Lab 6

Lab 6 -- macros and subroutines

Have you noticed how we often need to repeat the same code again and again? For example, we might want to print something out. To print a value, we define a format string and data value (i.e. "sum") in the data section.


    mystr: db "%d", 10, 0   ; String format to use (decimal), followed by NL
    sum:   dq 0

Then in the code section, we refer to the string and the value to print as follows.


                      ; Now print the result out
   mov   rdi, mystr   ; Format of the string to print
   mov   rsi, [sum]   ; Value to print
   mov   rax, 0
   call  printf

Thus to print something out, we use a set of commands like those above to do this. Then we might want to print another value, so we repeat the same code with a minor variation. Later, we print a third value, and repeat the same code again with a minor variation. Isn't there a way to make this easier?

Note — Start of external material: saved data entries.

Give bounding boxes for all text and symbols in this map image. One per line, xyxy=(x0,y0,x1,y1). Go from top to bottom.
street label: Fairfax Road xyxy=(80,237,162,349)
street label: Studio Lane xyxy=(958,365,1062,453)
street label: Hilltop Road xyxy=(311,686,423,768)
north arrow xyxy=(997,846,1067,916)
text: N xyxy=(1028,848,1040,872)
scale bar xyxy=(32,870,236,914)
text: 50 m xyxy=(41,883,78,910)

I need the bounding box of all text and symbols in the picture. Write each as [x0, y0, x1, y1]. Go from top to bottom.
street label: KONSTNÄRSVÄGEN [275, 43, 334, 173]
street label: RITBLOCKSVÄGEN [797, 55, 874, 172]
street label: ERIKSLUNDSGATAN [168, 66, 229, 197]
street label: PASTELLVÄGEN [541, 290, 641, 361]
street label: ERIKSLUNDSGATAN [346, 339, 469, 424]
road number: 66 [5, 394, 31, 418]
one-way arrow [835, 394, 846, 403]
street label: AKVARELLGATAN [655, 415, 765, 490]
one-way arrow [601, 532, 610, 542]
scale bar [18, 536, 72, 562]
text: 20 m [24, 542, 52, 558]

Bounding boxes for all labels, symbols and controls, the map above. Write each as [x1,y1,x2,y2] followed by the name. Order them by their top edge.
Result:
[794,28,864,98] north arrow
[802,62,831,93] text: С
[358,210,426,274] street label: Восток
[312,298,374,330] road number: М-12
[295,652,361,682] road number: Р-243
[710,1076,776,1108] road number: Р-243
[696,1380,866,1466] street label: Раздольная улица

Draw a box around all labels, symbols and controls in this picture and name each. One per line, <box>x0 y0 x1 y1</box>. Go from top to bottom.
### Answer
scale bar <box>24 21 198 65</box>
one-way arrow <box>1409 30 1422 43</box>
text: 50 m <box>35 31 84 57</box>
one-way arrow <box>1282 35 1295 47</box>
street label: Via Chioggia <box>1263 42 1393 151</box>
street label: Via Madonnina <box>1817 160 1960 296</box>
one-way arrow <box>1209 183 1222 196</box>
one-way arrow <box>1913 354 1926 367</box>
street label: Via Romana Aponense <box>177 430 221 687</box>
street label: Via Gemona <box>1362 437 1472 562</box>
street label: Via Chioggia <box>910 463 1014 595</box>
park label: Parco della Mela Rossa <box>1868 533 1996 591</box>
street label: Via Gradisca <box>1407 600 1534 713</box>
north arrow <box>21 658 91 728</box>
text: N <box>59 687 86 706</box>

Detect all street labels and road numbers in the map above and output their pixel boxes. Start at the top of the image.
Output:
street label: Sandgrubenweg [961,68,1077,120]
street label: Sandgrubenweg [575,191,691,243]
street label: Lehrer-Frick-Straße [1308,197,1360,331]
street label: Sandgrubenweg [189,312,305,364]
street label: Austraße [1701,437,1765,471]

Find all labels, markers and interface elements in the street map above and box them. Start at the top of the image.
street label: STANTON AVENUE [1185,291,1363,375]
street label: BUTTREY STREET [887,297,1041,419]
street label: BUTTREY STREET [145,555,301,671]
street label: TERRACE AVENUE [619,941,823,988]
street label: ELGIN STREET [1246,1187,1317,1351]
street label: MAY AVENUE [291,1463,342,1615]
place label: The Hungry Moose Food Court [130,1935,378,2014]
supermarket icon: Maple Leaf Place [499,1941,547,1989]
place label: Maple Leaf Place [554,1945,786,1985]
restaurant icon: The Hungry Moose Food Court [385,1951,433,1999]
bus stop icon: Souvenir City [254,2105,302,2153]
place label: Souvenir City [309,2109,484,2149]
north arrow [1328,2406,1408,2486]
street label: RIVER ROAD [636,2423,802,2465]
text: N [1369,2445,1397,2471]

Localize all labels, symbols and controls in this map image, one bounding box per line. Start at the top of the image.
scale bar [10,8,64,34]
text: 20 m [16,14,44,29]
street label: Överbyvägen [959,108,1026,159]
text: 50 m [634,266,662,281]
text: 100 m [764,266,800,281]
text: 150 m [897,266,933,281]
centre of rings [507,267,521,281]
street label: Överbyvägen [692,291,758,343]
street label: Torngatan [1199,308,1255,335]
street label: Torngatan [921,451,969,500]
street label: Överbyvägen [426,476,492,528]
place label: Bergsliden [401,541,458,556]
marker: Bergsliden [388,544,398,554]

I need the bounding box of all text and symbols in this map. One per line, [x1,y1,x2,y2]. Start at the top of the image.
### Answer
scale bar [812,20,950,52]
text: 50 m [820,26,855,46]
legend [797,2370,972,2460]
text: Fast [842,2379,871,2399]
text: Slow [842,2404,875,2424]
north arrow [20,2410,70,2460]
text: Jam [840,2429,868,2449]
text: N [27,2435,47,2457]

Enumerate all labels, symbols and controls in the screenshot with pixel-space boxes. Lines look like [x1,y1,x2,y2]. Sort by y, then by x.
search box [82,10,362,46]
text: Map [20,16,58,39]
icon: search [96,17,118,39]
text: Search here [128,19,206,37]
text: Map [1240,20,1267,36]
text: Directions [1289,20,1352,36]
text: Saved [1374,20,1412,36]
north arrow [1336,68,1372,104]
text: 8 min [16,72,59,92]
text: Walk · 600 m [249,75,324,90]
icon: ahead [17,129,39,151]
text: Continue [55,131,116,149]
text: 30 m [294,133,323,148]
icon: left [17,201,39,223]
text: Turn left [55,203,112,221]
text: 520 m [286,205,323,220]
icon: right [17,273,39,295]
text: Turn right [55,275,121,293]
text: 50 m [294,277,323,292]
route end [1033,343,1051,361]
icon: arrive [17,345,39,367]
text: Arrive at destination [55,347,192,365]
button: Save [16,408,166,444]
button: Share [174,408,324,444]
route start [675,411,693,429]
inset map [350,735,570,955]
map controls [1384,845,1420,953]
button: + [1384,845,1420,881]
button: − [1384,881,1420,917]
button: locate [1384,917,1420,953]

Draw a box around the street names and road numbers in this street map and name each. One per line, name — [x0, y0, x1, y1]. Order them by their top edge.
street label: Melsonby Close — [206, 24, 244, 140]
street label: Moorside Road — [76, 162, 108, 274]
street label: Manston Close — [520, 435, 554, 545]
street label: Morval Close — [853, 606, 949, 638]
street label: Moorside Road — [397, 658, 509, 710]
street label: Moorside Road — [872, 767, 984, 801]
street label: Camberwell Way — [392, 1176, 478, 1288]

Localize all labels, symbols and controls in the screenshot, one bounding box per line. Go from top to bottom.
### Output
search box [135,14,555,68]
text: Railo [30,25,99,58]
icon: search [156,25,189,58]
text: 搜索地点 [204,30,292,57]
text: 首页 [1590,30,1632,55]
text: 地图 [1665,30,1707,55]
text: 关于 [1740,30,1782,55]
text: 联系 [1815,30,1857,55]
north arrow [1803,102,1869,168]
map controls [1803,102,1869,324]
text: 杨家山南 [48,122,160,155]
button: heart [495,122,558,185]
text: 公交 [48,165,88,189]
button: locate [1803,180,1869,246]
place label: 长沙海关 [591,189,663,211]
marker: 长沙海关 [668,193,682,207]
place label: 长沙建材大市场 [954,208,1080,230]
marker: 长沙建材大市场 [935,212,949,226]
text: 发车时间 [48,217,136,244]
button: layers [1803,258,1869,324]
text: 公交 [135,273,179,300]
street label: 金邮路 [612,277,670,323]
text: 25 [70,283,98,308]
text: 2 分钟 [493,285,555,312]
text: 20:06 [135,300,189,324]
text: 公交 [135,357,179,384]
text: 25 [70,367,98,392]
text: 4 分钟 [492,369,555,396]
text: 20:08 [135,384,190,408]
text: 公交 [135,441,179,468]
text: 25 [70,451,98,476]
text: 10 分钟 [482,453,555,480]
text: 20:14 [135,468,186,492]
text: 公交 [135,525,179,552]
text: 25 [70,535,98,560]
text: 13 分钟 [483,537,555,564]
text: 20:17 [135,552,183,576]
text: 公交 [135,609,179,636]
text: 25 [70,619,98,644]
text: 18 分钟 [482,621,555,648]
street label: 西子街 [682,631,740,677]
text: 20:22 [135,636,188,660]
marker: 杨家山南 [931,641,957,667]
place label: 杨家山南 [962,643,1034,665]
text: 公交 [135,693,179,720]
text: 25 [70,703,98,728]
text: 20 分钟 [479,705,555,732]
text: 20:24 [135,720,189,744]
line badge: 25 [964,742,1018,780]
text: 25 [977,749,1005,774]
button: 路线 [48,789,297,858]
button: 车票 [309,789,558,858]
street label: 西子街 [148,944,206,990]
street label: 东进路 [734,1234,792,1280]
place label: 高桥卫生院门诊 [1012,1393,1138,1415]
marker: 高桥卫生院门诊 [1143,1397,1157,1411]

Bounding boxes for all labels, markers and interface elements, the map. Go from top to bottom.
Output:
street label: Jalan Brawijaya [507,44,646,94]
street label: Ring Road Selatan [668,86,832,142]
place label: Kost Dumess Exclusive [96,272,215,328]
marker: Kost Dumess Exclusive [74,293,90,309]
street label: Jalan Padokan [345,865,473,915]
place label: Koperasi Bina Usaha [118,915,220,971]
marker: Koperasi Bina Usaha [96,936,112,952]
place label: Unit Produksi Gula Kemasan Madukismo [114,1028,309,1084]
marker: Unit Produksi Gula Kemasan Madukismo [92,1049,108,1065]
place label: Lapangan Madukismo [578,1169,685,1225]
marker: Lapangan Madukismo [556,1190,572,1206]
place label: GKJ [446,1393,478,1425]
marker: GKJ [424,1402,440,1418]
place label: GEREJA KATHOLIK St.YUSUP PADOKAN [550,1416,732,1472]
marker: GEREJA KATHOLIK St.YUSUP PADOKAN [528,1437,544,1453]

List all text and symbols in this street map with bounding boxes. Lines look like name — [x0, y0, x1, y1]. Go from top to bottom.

There are a couple of ways, and that is the subject of this lab. First, we will define and use a macro in part 1. Then we will define and use a subroutine in part 2.

Part 1

A macro is a kind of short-hand notation that the assembler (technically, the pre-processor) will process. This exists in higher level languages, too, such as the "#define" directive in C. It works like a smart find-and-replace. When the macro is found, it is "expanded" into whatever the programmer indicated. This is perhaps best explained with an example. Consider this example.


    %macro  print 2 
    
                          ; Print arg2 using string arg1
       mov   rdi, %1      ; Format of the string to print
       mov   rsi, %2      ; Value to print
       mov   rax, 0
       call  printf

    %endmacro

The "%macro" and "%endmacro" delineate where this macro begins and ends. The macro has the name "print", and has 2 arguments. If you examine the code within the macro, you should reconize it as the commands that we have used to print a value. The only detail left to notice is that the macro contains "%1" and "%2", which correspond to the two arguments, respectively.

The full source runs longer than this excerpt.